Financial Assistance for Caregivers
Financial Assistance for Caregivers
Changing physical, emotional, or mental circumstances happen in every family. You may find a loved one in need of additional help with housecleaning, meals, laundry, and personal care. Family caregivers can typically ease the burden for a loved one, enabling them to stay in their current home. While providing care minimizes a loved one’s challenges, caregivers often face their own struggles. Physical and emotional stressors, juggling work and caregiving responsibilities, and limited time for themselves and others are common issues. Additionally, financial hurdles and hardships affect many caregivers too.
Financial Assistance Options
There’s no one-size-fits-all when it comes to caregiver financial assistance. Researching the various programs available might seem daunting. Local Area Agencies on Aging or www.benefitscheckup.org are helpful starting points. Typically, financial assistance programs vary by state and may have restrictions. However, there are several programs that may be available, including: state, veterans, long-term care insurance, and caregiver contracts.
State Programs- Assistance programs vary by state and might be called any of the following program names: consumer-directed, participant-directed, or cash and counseling. These plans help pay for a caregiver of choice. It’s important to note there are income and eligibility requirements for the caregiver of choice, with some states being stricter than others. To find out if your state has a caregiver financial assistance program, contact your local Medicaid office or Aging Services Department. You can also find the National Resource Center for Participant-Directed Services at caregiver.org.
Veterans Programs- Caregivers of veterans may qualify for additional assistance. A law passed in 2010 provides a stipend for primary caregivers of any injured veteran in military conflict since 9/11. Benefits may include travel expenses, health care insurance, and mental health services. Caregivers of injured veterans prior to 9/11 may still qualify for assistance through a program called the VA’s Aid and Attendance Pension Benefit. Contact 1-877-222-VETS for more information.
Long-Term Care Insurance- If you are providing care for a family member who has long-term care insurance, there’s a possibility it may cover home care. Some policies allow family members to be paid provided they do not live in the same household. Contact your family member’s insurance agent to explain the policy and its benefits and conditions.
Caregiver Contract- In some situations, a family member might have the means to pay a relative for the care they provide. In this scenario, write up a contract with the help of an Elder Care lawyer. An experienced legal professional will ensure important areas are covered, such as taxes, inheritance, and potential family dynamics.
Points to Ponder
While it’s important to research your financial assistance options, there are additional considerations too. Tax benefits, program requirements, and how money is spent are key questions.
Tax Benefits- Contact your tax professional to inquire about any tax deductions or benefits for which you qualify.
Program Requirements- Some states require certain qualifications to provide care for a family member. Registering as a licensed care provider, background checks, and possible payroll taxes are all examples of state program requirements. Low-cost training may be available to become certified as a licensed elderly care provider.

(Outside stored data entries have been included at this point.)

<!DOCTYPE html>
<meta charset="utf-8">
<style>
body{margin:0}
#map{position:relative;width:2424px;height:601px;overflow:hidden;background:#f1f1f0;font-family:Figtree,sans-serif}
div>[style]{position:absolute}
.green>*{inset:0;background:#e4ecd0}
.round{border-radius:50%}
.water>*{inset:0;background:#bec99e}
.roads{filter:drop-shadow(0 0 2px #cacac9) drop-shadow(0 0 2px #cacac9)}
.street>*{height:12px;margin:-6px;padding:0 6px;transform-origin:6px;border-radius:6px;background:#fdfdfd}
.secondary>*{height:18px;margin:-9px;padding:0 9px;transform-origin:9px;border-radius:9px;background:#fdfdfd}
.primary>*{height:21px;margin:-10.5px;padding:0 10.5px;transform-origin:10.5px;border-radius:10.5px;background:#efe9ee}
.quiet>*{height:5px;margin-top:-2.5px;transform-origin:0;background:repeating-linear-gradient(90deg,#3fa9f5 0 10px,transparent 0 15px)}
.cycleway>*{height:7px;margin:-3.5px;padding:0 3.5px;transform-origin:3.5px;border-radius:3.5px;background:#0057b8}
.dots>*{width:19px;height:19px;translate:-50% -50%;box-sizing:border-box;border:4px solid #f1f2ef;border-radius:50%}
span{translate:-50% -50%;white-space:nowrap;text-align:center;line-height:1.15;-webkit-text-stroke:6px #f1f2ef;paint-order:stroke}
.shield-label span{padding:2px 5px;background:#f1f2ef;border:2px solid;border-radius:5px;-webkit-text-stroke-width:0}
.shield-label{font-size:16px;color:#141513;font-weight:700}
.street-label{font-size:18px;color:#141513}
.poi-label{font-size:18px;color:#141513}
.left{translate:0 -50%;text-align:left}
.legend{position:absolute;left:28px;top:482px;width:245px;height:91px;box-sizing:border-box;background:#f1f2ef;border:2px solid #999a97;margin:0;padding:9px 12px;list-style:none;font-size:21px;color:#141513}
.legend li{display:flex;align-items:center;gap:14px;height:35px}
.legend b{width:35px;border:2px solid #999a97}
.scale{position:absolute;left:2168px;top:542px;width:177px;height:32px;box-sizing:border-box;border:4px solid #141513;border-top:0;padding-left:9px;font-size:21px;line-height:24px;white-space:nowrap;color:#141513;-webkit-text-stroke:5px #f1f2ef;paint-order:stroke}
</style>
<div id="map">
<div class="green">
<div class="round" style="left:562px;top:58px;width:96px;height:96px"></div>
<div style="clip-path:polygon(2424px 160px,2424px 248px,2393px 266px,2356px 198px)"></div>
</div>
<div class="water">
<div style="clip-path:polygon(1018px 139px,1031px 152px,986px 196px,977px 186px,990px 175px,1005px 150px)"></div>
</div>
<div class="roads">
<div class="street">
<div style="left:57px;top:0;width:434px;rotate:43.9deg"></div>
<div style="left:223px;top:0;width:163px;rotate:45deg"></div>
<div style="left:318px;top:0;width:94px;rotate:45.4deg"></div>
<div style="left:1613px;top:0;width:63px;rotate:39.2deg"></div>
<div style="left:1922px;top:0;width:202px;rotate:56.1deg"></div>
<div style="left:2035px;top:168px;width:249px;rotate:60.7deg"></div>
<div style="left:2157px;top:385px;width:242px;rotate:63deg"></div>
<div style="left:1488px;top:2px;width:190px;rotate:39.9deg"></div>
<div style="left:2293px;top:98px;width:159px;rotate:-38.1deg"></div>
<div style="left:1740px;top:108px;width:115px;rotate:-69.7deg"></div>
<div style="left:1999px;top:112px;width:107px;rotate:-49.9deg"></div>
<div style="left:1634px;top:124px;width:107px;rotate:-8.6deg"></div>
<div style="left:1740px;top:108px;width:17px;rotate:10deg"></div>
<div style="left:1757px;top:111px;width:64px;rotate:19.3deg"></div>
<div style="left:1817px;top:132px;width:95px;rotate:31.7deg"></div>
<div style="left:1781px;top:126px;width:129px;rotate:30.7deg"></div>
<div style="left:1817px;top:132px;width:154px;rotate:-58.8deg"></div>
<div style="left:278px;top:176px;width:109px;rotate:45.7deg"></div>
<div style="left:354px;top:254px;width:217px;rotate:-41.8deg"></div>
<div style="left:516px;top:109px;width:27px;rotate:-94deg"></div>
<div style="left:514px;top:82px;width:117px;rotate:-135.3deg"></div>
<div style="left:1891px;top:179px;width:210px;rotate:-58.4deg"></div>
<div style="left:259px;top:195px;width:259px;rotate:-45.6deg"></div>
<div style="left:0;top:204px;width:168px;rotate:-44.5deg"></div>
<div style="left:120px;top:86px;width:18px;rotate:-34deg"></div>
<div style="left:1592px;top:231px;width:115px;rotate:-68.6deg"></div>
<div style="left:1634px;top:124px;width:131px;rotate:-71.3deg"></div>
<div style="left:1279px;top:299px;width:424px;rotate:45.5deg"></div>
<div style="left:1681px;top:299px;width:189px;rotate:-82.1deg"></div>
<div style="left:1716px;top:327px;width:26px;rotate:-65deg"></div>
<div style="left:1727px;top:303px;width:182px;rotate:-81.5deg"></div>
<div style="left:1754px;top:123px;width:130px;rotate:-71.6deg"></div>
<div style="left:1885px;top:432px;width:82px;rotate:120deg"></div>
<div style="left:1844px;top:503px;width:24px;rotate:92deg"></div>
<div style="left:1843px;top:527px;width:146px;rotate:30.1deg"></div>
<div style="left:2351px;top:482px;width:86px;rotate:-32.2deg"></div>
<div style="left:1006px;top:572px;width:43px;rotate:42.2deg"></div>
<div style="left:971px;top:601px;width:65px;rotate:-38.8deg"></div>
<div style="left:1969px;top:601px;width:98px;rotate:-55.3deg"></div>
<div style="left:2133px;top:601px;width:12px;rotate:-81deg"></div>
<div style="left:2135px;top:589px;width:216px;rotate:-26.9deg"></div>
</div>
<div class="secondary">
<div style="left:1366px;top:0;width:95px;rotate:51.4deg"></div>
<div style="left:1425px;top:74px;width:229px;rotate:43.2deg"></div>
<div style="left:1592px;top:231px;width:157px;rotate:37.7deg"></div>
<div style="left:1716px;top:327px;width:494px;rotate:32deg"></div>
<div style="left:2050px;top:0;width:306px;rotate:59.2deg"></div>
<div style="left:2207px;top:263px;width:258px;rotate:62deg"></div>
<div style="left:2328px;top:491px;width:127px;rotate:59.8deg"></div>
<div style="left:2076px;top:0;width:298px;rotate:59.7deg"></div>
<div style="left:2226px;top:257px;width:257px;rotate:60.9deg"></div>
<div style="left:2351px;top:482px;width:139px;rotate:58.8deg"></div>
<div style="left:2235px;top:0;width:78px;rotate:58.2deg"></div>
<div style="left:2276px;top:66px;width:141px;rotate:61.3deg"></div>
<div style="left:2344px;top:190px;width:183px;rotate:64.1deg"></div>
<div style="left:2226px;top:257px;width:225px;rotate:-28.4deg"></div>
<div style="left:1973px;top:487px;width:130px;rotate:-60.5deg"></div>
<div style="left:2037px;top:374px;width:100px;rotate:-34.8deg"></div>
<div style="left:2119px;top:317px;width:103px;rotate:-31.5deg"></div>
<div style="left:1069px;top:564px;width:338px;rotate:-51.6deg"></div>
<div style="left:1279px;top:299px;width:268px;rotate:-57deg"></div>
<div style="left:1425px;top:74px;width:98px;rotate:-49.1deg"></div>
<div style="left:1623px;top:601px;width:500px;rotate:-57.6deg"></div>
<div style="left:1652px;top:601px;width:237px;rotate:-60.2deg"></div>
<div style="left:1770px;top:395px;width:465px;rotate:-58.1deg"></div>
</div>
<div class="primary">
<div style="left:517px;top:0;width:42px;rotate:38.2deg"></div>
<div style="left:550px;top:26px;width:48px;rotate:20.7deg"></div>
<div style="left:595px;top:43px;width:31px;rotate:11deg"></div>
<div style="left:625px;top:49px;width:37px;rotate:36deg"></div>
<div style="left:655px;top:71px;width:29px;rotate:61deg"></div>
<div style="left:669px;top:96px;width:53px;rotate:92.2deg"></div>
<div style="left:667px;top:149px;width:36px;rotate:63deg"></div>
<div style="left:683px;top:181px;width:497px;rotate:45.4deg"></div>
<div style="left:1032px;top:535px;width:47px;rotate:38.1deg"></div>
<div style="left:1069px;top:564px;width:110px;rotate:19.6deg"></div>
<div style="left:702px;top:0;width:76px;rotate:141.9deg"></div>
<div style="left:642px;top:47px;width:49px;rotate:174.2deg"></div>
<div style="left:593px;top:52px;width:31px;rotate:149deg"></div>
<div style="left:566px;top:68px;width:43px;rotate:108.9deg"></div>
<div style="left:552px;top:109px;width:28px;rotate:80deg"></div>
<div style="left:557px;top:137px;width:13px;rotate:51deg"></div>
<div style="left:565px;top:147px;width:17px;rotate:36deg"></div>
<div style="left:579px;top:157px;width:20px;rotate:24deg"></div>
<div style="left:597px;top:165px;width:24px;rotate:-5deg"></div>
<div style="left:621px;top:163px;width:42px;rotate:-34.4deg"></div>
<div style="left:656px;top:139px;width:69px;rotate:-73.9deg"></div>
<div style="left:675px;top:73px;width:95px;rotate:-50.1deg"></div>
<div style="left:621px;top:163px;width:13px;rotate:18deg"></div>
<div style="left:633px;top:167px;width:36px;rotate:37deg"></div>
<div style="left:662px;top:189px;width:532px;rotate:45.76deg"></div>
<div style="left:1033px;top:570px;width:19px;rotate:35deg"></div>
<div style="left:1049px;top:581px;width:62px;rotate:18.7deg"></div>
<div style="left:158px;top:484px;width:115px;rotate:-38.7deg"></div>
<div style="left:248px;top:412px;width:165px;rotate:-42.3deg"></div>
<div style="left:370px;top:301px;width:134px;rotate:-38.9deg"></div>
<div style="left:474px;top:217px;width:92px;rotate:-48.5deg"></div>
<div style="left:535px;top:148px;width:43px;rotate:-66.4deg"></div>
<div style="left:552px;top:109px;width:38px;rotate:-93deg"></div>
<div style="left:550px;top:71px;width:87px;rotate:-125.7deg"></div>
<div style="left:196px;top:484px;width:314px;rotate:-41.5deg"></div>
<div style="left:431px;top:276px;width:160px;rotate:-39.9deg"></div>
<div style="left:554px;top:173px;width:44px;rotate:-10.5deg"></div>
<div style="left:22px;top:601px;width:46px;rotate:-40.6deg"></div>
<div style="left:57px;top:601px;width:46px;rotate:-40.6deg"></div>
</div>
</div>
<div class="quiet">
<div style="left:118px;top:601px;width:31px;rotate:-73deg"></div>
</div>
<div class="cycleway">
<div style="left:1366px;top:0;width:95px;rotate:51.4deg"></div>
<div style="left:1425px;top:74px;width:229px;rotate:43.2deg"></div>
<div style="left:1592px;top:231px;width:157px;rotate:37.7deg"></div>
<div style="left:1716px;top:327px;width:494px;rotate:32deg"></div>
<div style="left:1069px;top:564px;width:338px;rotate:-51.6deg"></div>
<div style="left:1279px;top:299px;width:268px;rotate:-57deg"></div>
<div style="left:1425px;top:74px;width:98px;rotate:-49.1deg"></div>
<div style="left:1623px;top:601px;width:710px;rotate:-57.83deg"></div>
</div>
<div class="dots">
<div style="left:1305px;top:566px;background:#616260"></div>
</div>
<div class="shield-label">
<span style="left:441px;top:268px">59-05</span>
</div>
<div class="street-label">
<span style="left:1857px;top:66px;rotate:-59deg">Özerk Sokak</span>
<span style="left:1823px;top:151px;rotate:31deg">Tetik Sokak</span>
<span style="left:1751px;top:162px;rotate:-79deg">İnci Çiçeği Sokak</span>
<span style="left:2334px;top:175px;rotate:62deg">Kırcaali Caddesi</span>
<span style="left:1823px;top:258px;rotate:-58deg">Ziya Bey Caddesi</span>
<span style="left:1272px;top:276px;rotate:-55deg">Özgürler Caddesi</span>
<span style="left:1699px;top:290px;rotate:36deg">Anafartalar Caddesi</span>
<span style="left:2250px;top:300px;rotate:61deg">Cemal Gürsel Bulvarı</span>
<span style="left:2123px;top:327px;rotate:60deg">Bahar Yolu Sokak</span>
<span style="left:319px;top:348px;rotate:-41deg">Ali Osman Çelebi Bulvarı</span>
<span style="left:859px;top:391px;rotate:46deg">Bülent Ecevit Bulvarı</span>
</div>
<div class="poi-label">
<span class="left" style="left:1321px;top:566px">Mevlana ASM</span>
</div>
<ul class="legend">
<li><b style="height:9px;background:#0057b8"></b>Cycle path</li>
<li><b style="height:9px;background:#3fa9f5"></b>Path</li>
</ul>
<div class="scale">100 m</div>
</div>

Allowances for Allocated Money- Typically “cash and counseling” program monies may be used to purchase items directly related to the patients activities of daily living, or ADLs. Qualifying activities include anything related to the patient’s: feeding, clothing, toileting, grooming, bathing, walking, and maintaining continence. Skills people need to live independently comprise the ADLs list. For example, cleaning services, meal preparation, or laundry services could easily qualify as a patient’s ADLs needs. If necessary, speak with a healthcare provider when adjustments need made to your patient or loved one’s ADLs.
When acting as a caregiver, it’s important to practice good self-care. Constantly seeing to the needs of others can leave you depleted and hardly thinking of yourself. It’s important to consider your own future as well, both medical and financial.
Financial- Be sure to contribute to your own retirement and savings accounts. Speak with a professional financial planner regarding investment banking and to discuss options for your own financial long-term medical care.
Insurance- Insurance helps to provide peace of mind. Whether homeowners, life, long-term care, or caregiver insurance, having the right insurance for your needs is key. Should an accident occur in your home while caring for a family member, you will want your policy to cover it. An insurance agent will be able to help you select the right coverage for your specific situation. In addition, consider long-term care coverage for yourself and loved ones. The best time to acquire this coverage is in your 50s.
Respite Care- Caregiving can be a time-consuming, emotionally-wearying experience. Be sure to factor in financial options for respite care. For example, this might be monies allocated for an occasional professional caregiving service to a weekend away for respite care.
The benefits of caregiving are immeasurable, both in shared memories and relationship. However, the financial costs are real. Knowing the caregiving options for financial aid can help you and your loved one make informed decisions in the days ahead. Focus more on what matters most by minimizing the monetary strain.